Saved data entries:
━━━━
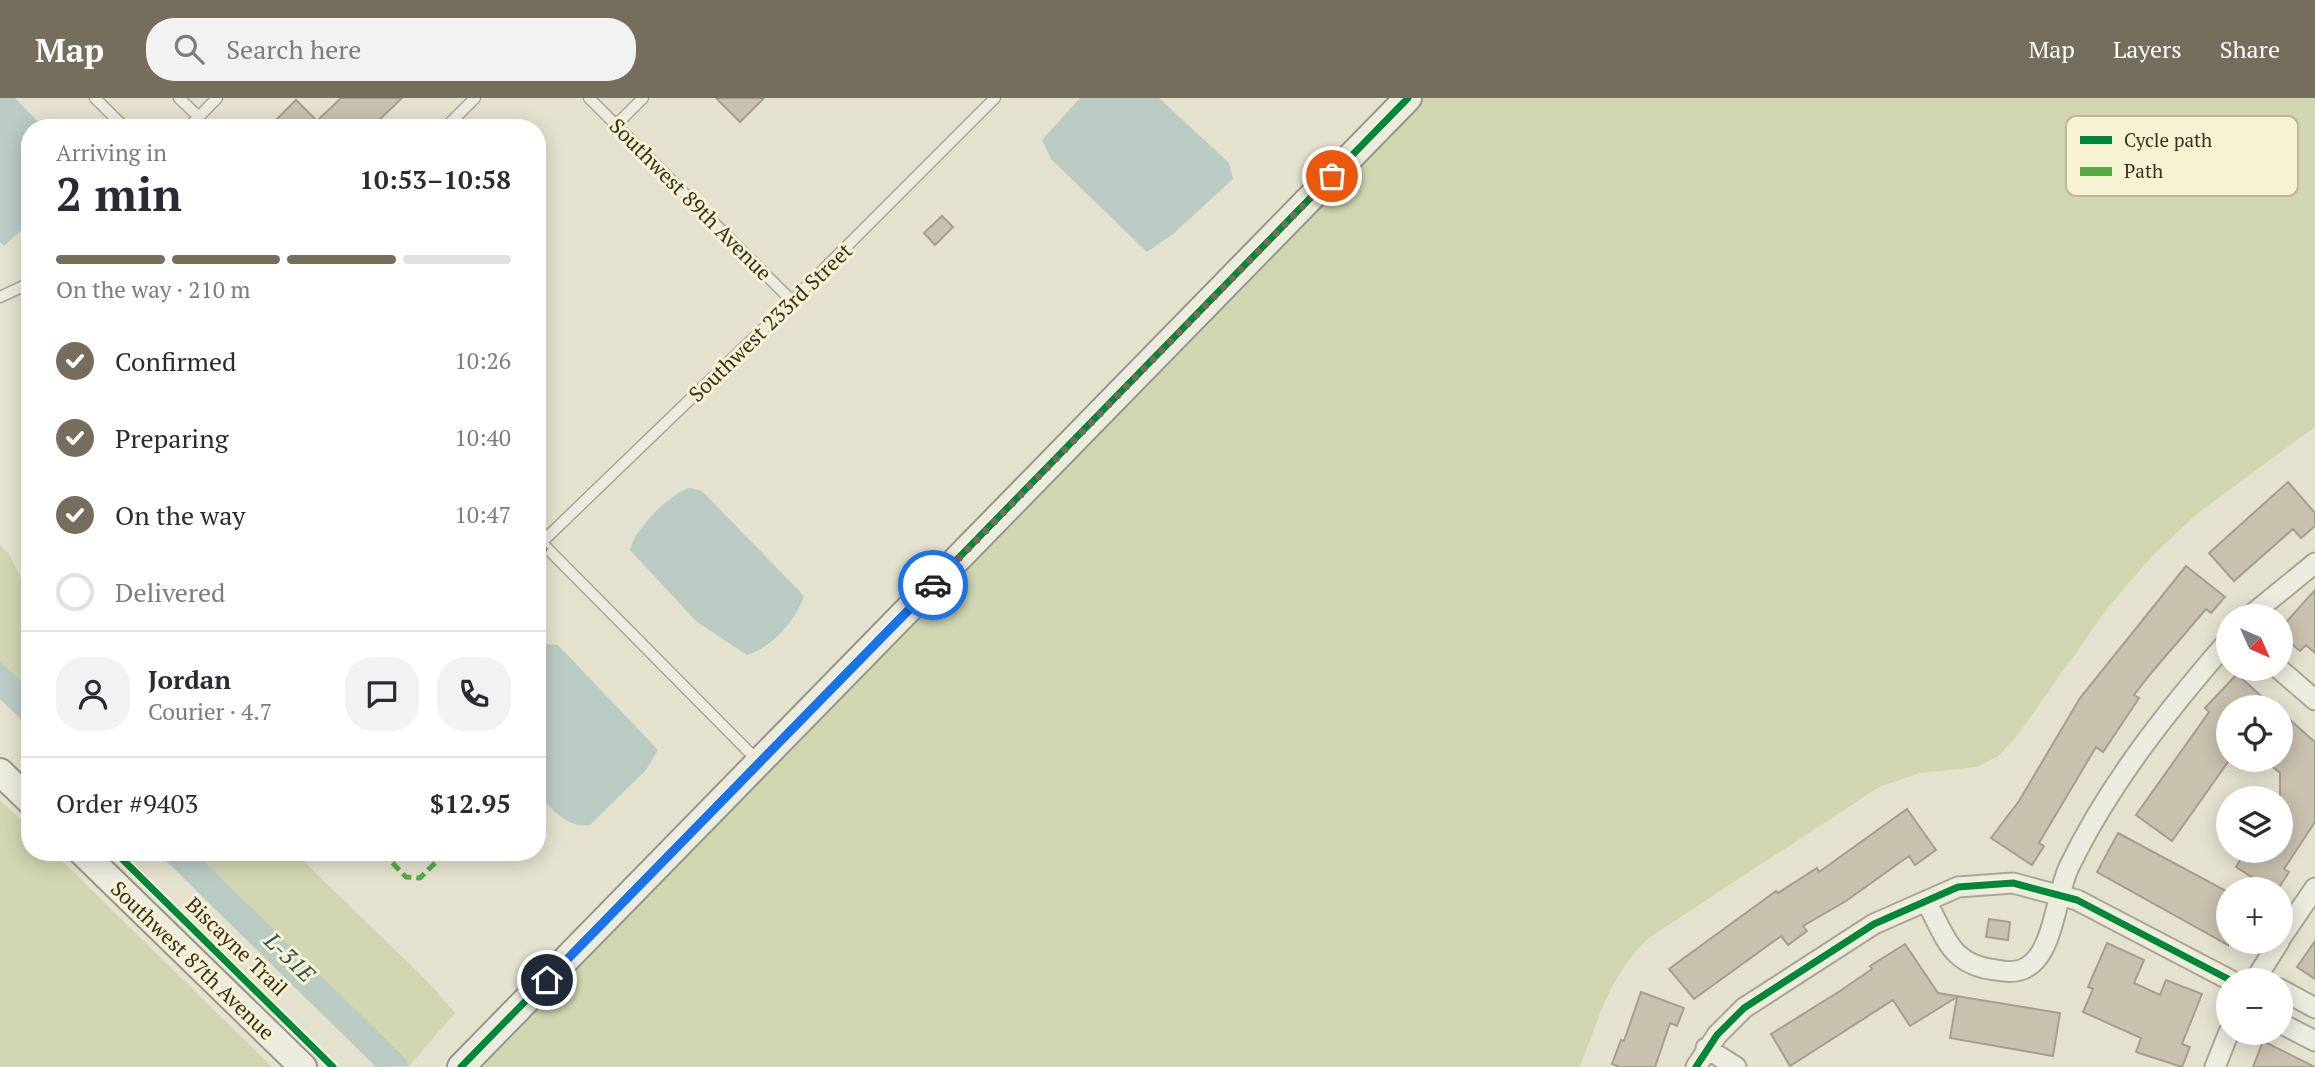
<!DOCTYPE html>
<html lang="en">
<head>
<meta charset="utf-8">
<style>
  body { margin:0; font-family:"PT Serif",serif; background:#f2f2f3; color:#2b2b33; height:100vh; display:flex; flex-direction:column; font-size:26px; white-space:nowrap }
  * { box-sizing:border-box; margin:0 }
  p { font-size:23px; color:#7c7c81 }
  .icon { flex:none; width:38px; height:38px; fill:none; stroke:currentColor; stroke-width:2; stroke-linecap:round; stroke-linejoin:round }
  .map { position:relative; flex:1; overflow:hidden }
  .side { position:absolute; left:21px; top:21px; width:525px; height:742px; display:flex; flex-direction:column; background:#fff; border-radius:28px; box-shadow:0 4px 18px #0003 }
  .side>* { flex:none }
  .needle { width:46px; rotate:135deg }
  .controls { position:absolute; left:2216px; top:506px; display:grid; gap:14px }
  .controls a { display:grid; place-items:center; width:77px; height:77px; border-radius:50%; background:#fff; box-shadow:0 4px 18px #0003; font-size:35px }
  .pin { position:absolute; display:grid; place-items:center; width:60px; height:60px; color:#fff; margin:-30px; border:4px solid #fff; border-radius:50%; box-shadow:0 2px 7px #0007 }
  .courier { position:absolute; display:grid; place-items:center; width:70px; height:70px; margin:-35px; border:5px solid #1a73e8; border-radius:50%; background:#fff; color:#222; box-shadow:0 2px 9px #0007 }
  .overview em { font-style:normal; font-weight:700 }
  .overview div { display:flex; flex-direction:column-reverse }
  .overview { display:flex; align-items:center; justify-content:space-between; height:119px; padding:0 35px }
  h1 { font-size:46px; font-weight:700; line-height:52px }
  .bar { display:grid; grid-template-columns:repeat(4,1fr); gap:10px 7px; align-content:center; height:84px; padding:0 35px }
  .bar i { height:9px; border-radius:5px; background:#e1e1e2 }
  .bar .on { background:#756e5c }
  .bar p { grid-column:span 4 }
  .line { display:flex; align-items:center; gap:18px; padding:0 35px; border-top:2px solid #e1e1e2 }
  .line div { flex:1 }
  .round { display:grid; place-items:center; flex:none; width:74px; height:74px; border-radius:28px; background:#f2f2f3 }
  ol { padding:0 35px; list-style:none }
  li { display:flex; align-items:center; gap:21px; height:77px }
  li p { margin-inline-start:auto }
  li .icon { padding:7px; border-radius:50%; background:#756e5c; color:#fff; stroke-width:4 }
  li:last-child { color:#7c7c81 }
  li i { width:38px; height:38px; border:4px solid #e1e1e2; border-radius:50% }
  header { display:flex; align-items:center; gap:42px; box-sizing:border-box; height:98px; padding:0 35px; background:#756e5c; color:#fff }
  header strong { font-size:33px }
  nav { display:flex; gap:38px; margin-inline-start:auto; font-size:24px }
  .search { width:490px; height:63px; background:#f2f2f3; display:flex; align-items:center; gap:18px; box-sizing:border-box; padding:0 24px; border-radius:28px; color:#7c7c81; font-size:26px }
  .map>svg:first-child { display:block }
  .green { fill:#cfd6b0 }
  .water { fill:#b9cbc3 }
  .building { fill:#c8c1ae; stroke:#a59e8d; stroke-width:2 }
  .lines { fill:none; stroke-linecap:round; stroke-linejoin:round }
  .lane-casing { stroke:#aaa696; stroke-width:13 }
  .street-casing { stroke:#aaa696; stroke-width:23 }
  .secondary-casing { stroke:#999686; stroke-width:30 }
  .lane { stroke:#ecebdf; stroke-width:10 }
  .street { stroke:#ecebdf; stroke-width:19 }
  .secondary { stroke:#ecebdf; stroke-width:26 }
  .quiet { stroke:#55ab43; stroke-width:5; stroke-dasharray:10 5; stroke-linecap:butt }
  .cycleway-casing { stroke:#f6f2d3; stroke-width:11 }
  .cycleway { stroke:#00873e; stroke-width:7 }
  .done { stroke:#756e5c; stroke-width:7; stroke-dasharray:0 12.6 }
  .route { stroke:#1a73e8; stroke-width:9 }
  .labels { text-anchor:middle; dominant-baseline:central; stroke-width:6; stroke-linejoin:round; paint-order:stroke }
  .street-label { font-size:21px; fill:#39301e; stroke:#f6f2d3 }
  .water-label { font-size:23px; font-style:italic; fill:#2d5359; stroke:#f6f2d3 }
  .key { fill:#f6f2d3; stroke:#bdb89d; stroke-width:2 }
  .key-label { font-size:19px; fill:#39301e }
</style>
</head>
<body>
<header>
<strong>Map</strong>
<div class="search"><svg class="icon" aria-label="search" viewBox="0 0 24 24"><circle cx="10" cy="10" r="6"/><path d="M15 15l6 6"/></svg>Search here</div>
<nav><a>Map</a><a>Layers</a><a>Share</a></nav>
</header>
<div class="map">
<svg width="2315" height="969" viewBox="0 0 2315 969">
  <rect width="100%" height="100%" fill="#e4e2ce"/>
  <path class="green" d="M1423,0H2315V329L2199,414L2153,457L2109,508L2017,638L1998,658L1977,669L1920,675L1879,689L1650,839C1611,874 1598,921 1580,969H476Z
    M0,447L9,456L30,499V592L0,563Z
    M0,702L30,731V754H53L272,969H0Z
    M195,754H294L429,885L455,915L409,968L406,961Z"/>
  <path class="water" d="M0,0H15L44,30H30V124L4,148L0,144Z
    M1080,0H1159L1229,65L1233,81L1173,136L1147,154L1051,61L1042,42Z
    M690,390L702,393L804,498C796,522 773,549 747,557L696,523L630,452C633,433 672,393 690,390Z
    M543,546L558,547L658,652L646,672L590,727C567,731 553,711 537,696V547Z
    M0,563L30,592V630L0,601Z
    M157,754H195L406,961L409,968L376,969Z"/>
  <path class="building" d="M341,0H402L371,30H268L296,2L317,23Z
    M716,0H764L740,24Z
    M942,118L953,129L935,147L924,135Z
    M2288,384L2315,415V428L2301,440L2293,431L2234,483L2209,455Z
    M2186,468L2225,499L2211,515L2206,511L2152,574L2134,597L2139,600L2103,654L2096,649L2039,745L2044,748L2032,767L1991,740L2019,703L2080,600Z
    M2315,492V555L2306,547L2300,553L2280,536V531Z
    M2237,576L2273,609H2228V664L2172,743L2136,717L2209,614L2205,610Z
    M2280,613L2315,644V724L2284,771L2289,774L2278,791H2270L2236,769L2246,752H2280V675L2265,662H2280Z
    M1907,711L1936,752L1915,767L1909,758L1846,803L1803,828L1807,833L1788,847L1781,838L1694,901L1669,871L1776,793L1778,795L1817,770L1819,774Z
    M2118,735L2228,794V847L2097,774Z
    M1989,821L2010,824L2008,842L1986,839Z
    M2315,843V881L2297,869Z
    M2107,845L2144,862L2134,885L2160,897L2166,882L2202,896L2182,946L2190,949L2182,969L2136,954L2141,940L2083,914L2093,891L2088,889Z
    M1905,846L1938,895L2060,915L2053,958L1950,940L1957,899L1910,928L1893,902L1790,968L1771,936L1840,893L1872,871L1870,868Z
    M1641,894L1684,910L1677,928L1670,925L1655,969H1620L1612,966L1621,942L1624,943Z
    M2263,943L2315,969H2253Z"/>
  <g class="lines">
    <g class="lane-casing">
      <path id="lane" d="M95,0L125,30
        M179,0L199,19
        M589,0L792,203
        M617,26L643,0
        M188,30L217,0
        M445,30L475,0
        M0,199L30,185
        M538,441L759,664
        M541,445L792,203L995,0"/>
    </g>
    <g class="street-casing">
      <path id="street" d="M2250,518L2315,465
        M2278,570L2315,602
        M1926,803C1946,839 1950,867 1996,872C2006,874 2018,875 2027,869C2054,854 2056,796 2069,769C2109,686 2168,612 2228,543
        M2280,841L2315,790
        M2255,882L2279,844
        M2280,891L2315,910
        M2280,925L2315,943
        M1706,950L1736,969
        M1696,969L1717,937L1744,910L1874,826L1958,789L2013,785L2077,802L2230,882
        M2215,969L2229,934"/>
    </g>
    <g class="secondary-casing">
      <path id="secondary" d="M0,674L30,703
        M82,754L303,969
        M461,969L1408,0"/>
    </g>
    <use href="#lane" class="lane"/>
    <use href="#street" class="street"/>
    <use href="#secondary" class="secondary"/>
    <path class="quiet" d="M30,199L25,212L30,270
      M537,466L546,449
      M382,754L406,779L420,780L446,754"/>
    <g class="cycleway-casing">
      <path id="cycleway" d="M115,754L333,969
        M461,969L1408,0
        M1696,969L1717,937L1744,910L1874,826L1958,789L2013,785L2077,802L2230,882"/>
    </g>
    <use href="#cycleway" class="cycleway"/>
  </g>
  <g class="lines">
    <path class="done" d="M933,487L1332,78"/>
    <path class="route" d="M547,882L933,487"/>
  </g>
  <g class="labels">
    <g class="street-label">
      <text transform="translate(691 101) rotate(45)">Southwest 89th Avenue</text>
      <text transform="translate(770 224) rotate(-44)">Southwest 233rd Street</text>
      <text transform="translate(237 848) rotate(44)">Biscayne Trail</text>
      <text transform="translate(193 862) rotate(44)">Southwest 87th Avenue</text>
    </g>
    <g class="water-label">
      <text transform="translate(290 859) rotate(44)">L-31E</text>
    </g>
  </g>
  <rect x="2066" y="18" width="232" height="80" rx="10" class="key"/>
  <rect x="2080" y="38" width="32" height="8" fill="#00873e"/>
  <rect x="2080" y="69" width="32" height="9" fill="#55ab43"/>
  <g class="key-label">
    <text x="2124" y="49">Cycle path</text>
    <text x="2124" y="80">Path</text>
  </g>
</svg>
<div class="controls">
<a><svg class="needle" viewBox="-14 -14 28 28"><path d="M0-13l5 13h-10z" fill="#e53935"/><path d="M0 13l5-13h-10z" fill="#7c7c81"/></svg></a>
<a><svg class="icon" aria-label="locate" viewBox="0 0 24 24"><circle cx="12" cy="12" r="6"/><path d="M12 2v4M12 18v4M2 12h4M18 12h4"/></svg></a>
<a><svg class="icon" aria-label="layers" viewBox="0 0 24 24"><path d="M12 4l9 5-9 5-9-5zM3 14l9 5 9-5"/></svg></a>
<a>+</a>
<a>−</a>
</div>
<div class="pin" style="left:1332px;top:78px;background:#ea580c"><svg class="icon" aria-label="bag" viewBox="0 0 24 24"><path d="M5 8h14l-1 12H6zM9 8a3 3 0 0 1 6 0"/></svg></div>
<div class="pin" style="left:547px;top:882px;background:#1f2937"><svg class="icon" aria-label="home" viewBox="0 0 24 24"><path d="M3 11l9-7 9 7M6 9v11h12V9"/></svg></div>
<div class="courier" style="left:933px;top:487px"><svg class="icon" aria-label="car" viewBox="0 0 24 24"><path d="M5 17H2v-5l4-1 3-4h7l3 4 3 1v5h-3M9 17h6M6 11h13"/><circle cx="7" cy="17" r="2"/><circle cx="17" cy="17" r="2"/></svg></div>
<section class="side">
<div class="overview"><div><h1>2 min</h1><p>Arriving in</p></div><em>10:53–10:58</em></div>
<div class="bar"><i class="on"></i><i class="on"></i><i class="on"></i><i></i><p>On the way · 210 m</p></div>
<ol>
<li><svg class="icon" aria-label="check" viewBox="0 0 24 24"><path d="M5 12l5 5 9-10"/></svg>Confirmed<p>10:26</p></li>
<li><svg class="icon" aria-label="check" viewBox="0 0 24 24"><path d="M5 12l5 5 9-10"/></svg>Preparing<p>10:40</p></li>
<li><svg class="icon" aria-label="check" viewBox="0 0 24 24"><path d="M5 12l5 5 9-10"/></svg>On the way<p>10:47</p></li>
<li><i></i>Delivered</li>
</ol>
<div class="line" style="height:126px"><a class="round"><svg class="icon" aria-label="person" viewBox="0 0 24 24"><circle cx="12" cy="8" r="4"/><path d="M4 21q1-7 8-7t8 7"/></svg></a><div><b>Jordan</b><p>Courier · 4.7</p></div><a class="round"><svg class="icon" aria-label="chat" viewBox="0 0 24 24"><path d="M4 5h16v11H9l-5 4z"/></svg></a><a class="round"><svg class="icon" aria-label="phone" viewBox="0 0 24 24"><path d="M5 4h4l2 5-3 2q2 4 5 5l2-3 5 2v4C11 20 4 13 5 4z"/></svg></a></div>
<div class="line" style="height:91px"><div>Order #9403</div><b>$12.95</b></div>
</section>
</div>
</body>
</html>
━━━━
PROMPT
What you give back must match the lines from the start of the records through the line that contains "align-items:center; gap:18px; padding:0", exactly, with the pictures left out.

RESULT OF THIS TASK
<!DOCTYPE html>
<html lang="en">
<head>
<meta charset="utf-8">
<style>
  body { margin:0; font-family:"PT Serif",serif; background:#f2f2f3; color:#2b2b33; height:100vh; display:flex; flex-direction:column; font-size:26px; white-space:nowrap }
  * { box-sizing:border-box; margin:0 }
  p { font-size:23px; color:#7c7c81 }
  .icon { flex:none; width:38px; height:38px; fill:none; stroke:currentColor; stroke-width:2; stroke-linecap:round; stroke-linejoin:round }
  .map { position:relative; flex:1; overflow:hidden }
  .side { position:absolute; left:21px; top:21px; width:525px; height:742px; display:flex; flex-direction:column; background:#fff; border-radius:28px; box-shadow:0 4px 18px #0003 }
  .side>* { flex:none }
  .needle { width:46px; rotate:135deg }
  .controls { position:absolute; left:2216px; top:506px; display:grid; gap:14px }
  .controls a { display:grid; place-items:center; width:77px; height:77px; border-radius:50%; background:#fff; box-shadow:0 4px 18px #0003; font-size:35px }
  .pin { position:absolute; display:grid; place-items:center; width:60px; height:60px; color:#fff; margin:-30px; border:4px solid #fff; border-radius:50%; box-shadow:0 2px 7px #0007 }
  .courier { position:absolute; display:grid; place-items:center; width:70px; height:70px; margin:-35px; border:5px solid #1a73e8; border-radius:50%; background:#fff; color:#222; box-shadow:0 2px 9px #0007 }
  .overview em { font-style:normal; font-weight:700 }
  .overview div { display:flex; flex-direction:column-reverse }
  .overview { display:flex; align-items:center; justify-content:space-between; height:119px; padding:0 35px }
  h1 { font-size:46px; font-weight:700; line-height:52px }
  .bar { display:grid; grid-template-columns:repeat(4,1fr); gap:10px 7px; align-content:center; height:84px; padding:0 35px }
  .bar i { height:9px; border-radius:5px; background:#e1e1e2 }
  .bar .on { background:#756e5c }
  .bar p { grid-column:span 4 }
  .line { display:flex; align-items:center; gap:18px; padding:0 35px; border-top:2px solid #e1e1e2 }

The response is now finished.